Your assignment:
Reproduce the records that follow without alteration, apart from removing the pictures.

Information supplied:
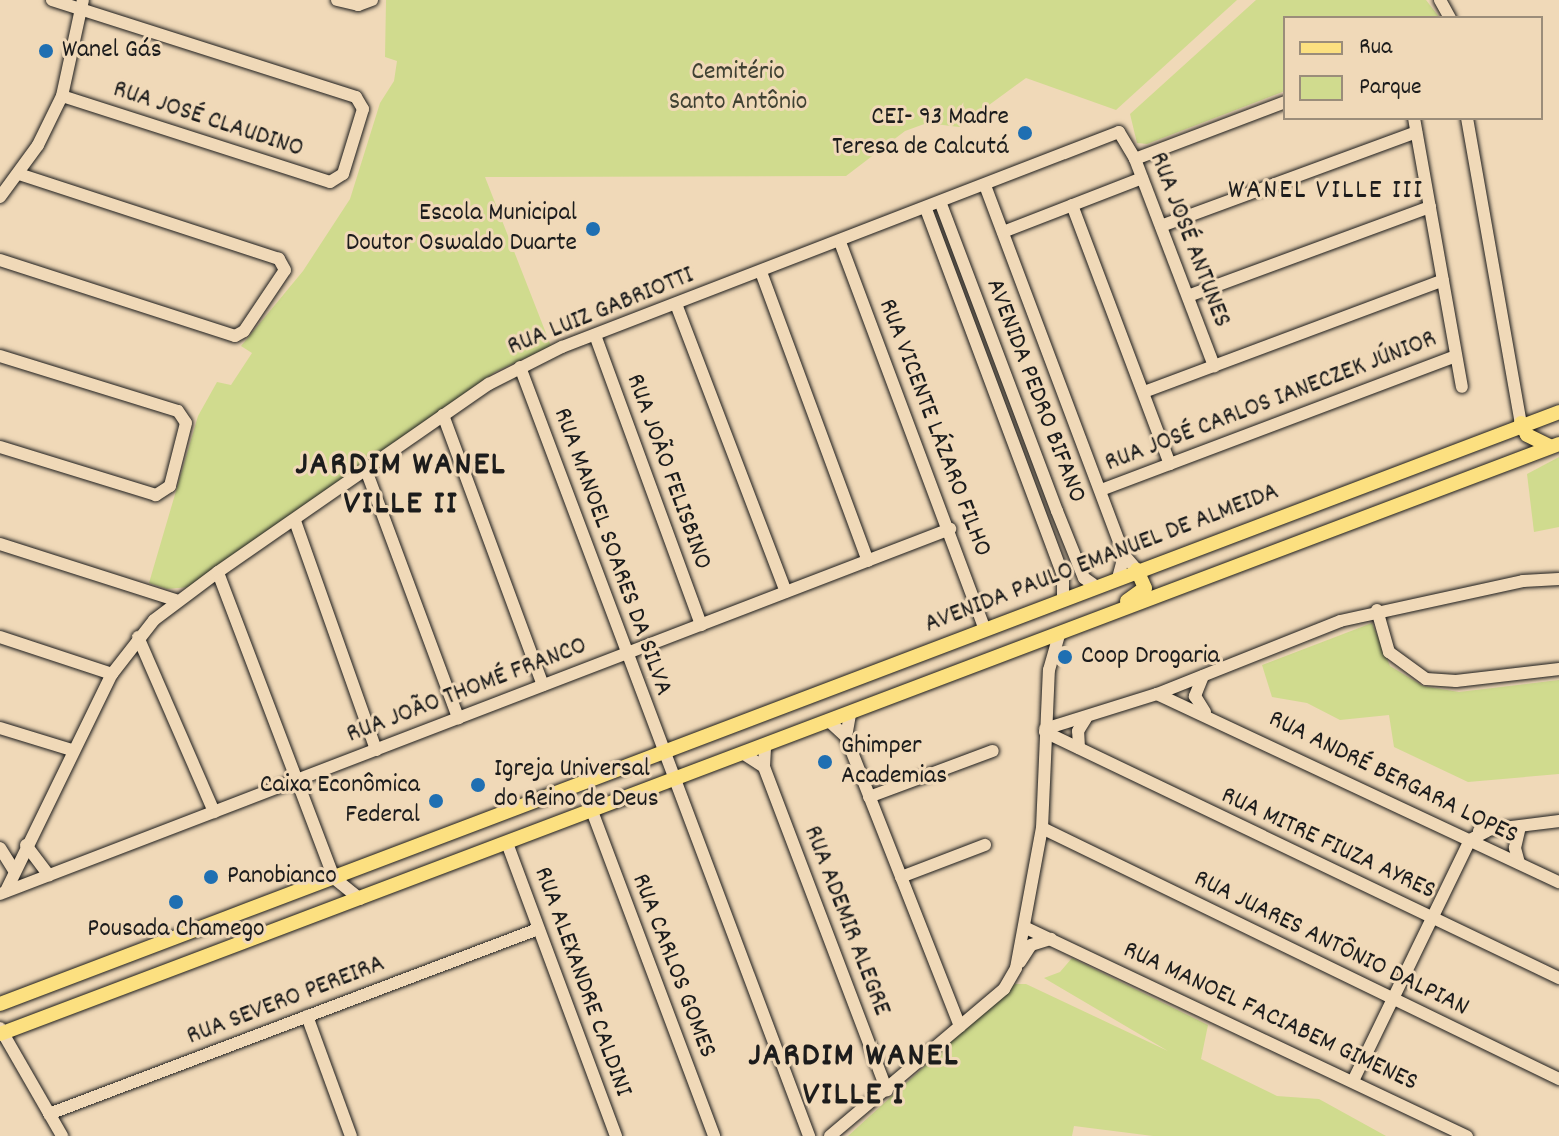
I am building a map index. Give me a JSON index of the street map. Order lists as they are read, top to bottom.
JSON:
{
  "streets": {
    "main road": ["AVENIDA PAULO EMANUEL DE ALMEIDA"],
    "street": [
      "RUA JOSÉ CLAUDINO",
      "RUA JOSÉ ANTUNES",
      "RUA LUIZ GABRIOTTI",
      "AVENIDA PEDRO BIFANO",
      "RUA JOSÉ CARLOS IANECZEK JÚNIOR",
      "RUA VICENTE LÁZARO FILHO",
      "RUA JOÃO FELISBINO",
      "RUA MANOEL SOARES DA SILVA",
      "RUA JOÃO THOMÉ FRANCO",
      "RUA ANDRÉ BERGARA LOPES",
      "RUA MITRE FIUZA AYRES",
      "RUA ADEMIR ALEGRE",
      "RUA JUARES ANTÔNIO DALPIAN",
      "RUA CARLOS GOMES",
      "RUA ALEXANDRE CALDINI",
      "RUA SEVERO PEREIRA",
      "RUA MANOEL FACIABEM GIMENES"
    ]
  },
  "crossings": [
    ["RUA JOSÉ ANTUNES", "RUA LUIZ GABRIOTTI"],
    ["RUA LUIZ GABRIOTTI", "AVENIDA PEDRO BIFANO"],
    ["RUA LUIZ GABRIOTTI", "RUA VICENTE LÁZARO FILHO"],
    ["RUA LUIZ GABRIOTTI", "RUA JOÃO FELISBINO"],
    ["RUA LUIZ GABRIOTTI", "RUA MANOEL SOARES DA SILVA"],
    ["RUA LUIZ GABRIOTTI", "RUA JOÃO THOMÉ FRANCO"],
    ["AVENIDA PEDRO BIFANO", "AVENIDA PAULO EMANUEL DE ALMEIDA"],
    ["RUA VICENTE LÁZARO FILHO", "AVENIDA PAULO EMANUEL DE ALMEIDA"],
    ["RUA VICENTE LÁZARO FILHO", "RUA JOÃO THOMÉ FRANCO"],
    ["RUA JOÃO FELISBINO", "RUA JOÃO THOMÉ FRANCO"],
    ["RUA MANOEL SOARES DA SILVA", "AVENIDA PAULO EMANUEL DE ALMEIDA"],
    ["RUA MANOEL SOARES DA SILVA", "RUA JOÃO THOMÉ FRANCO"],
    ["AVENIDA PAULO EMANUEL DE ALMEIDA", "RUA ADEMIR ALEGRE"],
    ["AVENIDA PAULO EMANUEL DE ALMEIDA", "RUA CARLOS GOMES"],
    ["AVENIDA PAULO EMANUEL DE ALMEIDA", "RUA ALEXANDRE CALDINI"],
    ["RUA ALEXANDRE CALDINI", "RUA SEVERO PEREIRA"]
  ],
  "districts": ["WANEL VILLE III", "JARDIM WANEL VILLE II", "JARDIM WANEL VILLE I"],
  "parks": ["Cemitério Santo Antônio"],
  "places": [
    "Wanel Gás",
    "CEI- 93 Madre Teresa de Calcutá",
    "Escola Municipal Doutor Oswaldo Duarte",
    "Coop Drogaria",
    "Ghimper Academias",
    "Igreja Universal do Reino de Deus",
    "Caixa Econômica Federal",
    "Panobianco",
    "Pousada Chamego"
  ],
  "legend": ["Rua", "Parque"]
}
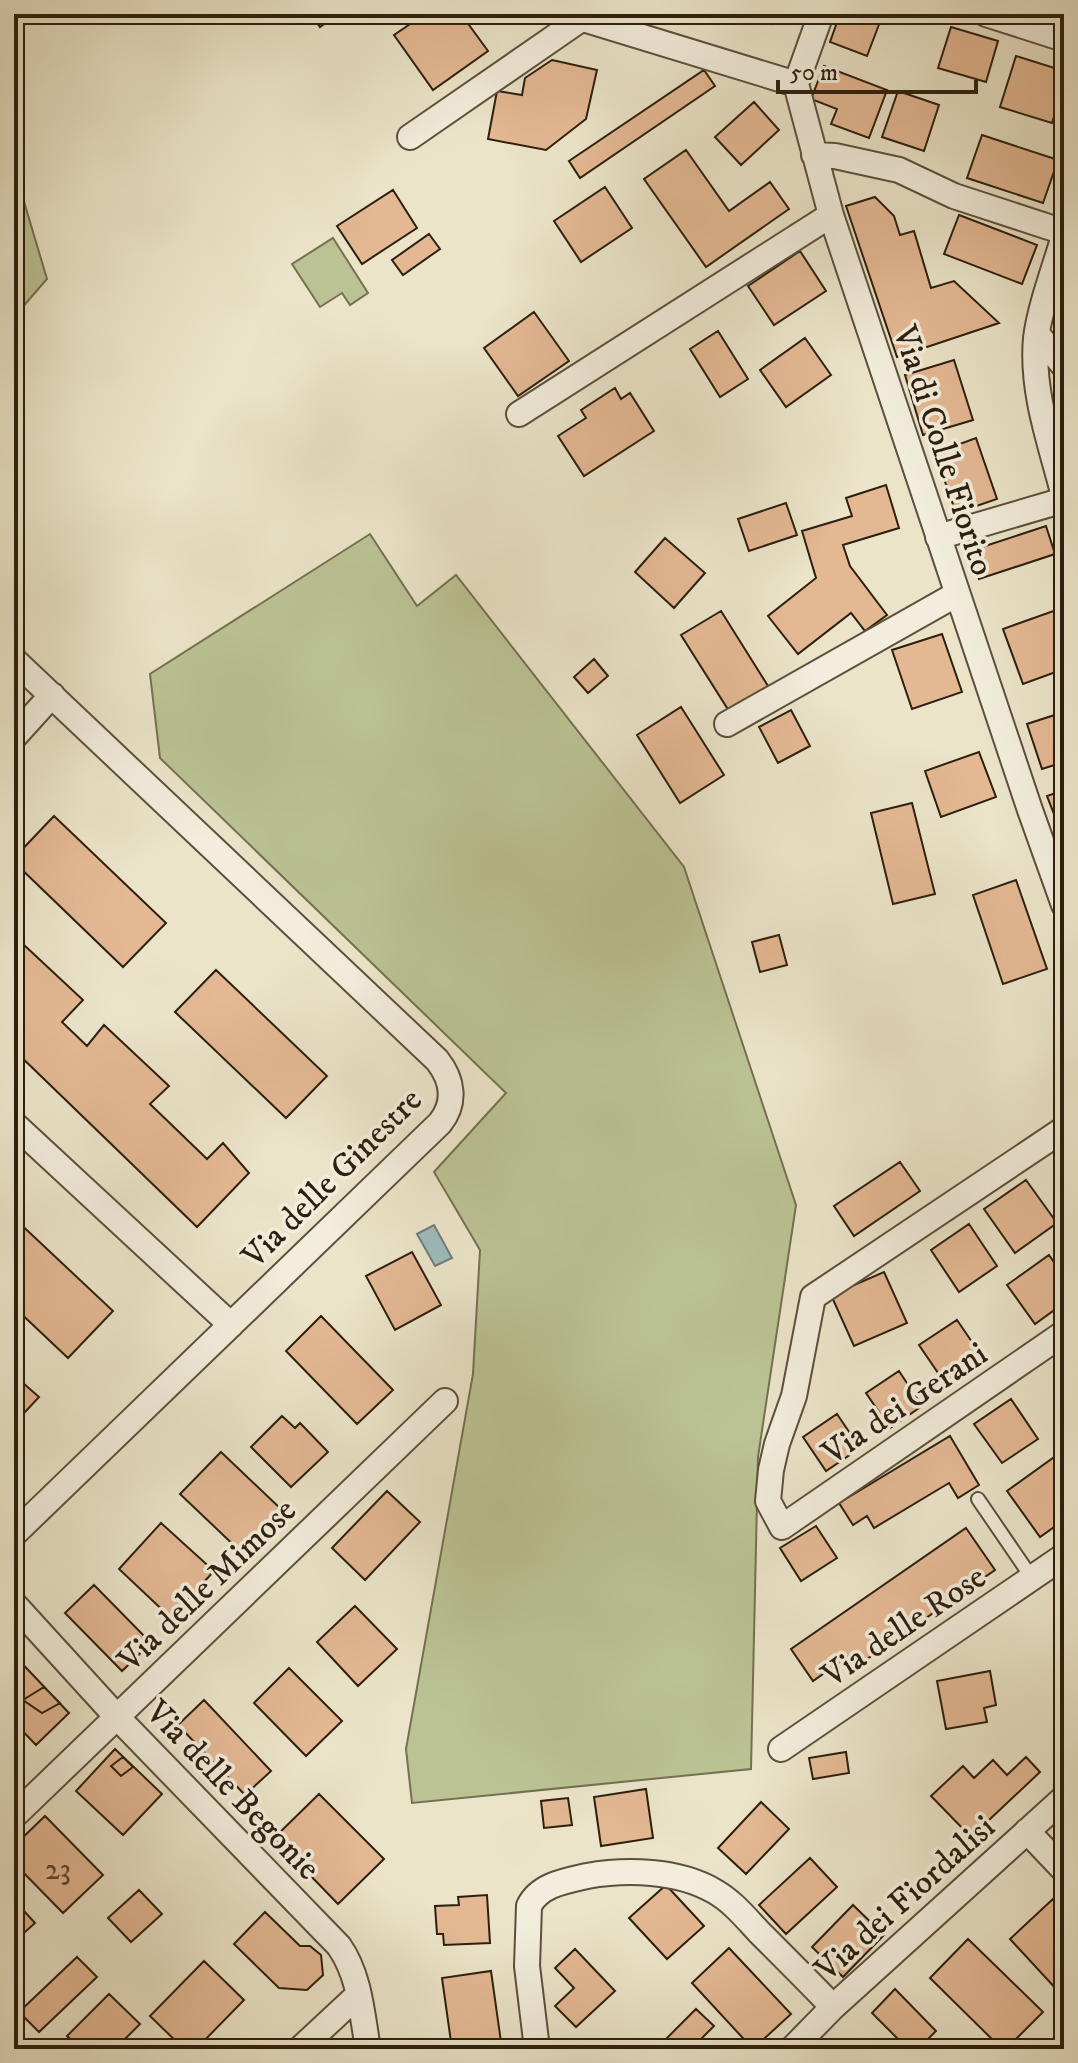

Output for this exercise:
I am building a map index. Give me a JSON index of the street map. Order lists as they are read, top to bottom.
JSON:
{
  "streets": {
    "main road": ["AVENIDA PAULO EMANUEL DE ALMEIDA"],
    "street": [
      "RUA JOSÉ CLAUDINO",
      "RUA JOSÉ ANTUNES",
      "RUA LUIZ GABRIOTTI",
      "AVENIDA PEDRO BIFANO",
      "RUA JOSÉ CARLOS IANECZEK JÚNIOR",
      "RUA VICENTE LÁZARO FILHO",
      "RUA JOÃO FELISBINO",
      "RUA MANOEL SOARES DA SILVA",
      "RUA JOÃO THOMÉ FRANCO",
      "RUA ANDRÉ BERGARA LOPES",
      "RUA MITRE FIUZA AYRES",
      "RUA ADEMIR ALEGRE",
      "RUA JUARES ANTÔNIO DALPIAN",
      "RUA CARLOS GOMES",
      "RUA ALEXANDRE CALDINI",
      "RUA SEVERO PEREIRA",
      "RUA MANOEL FACIABEM GIMENES"
    ]
  },
  "crossings": [
    ["RUA JOSÉ ANTUNES", "RUA LUIZ GABRIOTTI"],
    ["RUA LUIZ GABRIOTTI", "AVENIDA PEDRO BIFANO"],
    ["RUA LUIZ GABRIOTTI", "RUA VICENTE LÁZARO FILHO"],
    ["RUA LUIZ GABRIOTTI", "RUA JOÃO FELISBINO"],
    ["RUA LUIZ GABRIOTTI", "RUA MANOEL SOARES DA SILVA"],
    ["RUA LUIZ GABRIOTTI", "RUA JOÃO THOMÉ FRANCO"],
    ["AVENIDA PEDRO BIFANO", "AVENIDA PAULO EMANUEL DE ALMEIDA"],
    ["RUA VICENTE LÁZARO FILHO", "AVENIDA PAULO EMANUEL DE ALMEIDA"],
    ["RUA VICENTE LÁZARO FILHO", "RUA JOÃO THOMÉ FRANCO"],
    ["RUA JOÃO FELISBINO", "RUA JOÃO THOMÉ FRANCO"],
    ["RUA MANOEL SOARES DA SILVA", "AVENIDA PAULO EMANUEL DE ALMEIDA"],
    ["RUA MANOEL SOARES DA SILVA", "RUA JOÃO THOMÉ FRANCO"],
    ["AVENIDA PAULO EMANUEL DE ALMEIDA", "RUA ADEMIR ALEGRE"],
    ["AVENIDA PAULO EMANUEL DE ALMEIDA", "RUA CARLOS GOMES"],
    ["AVENIDA PAULO EMANUEL DE ALMEIDA", "RUA ALEXANDRE CALDINI"],
    ["RUA ALEXANDRE CALDINI", "RUA SEVERO PEREIRA"]
  ],
  "districts": ["WANEL VILLE III", "JARDIM WANEL VILLE II", "JARDIM WANEL VILLE I"],
  "parks": ["Cemitério Santo Antônio"],
  "places": [
    "Wanel Gás",
    "CEI- 93 Madre Teresa de Calcutá",
    "Escola Municipal Doutor Oswaldo Duarte",
    "Coop Drogaria",
    "Ghimper Academias",
    "Igreja Universal do Reino de Deus",
    "Caixa Econômica Federal",
    "Panobianco",
    "Pousada Chamego"
  ],
  "legend": ["Rua", "Parque"]
}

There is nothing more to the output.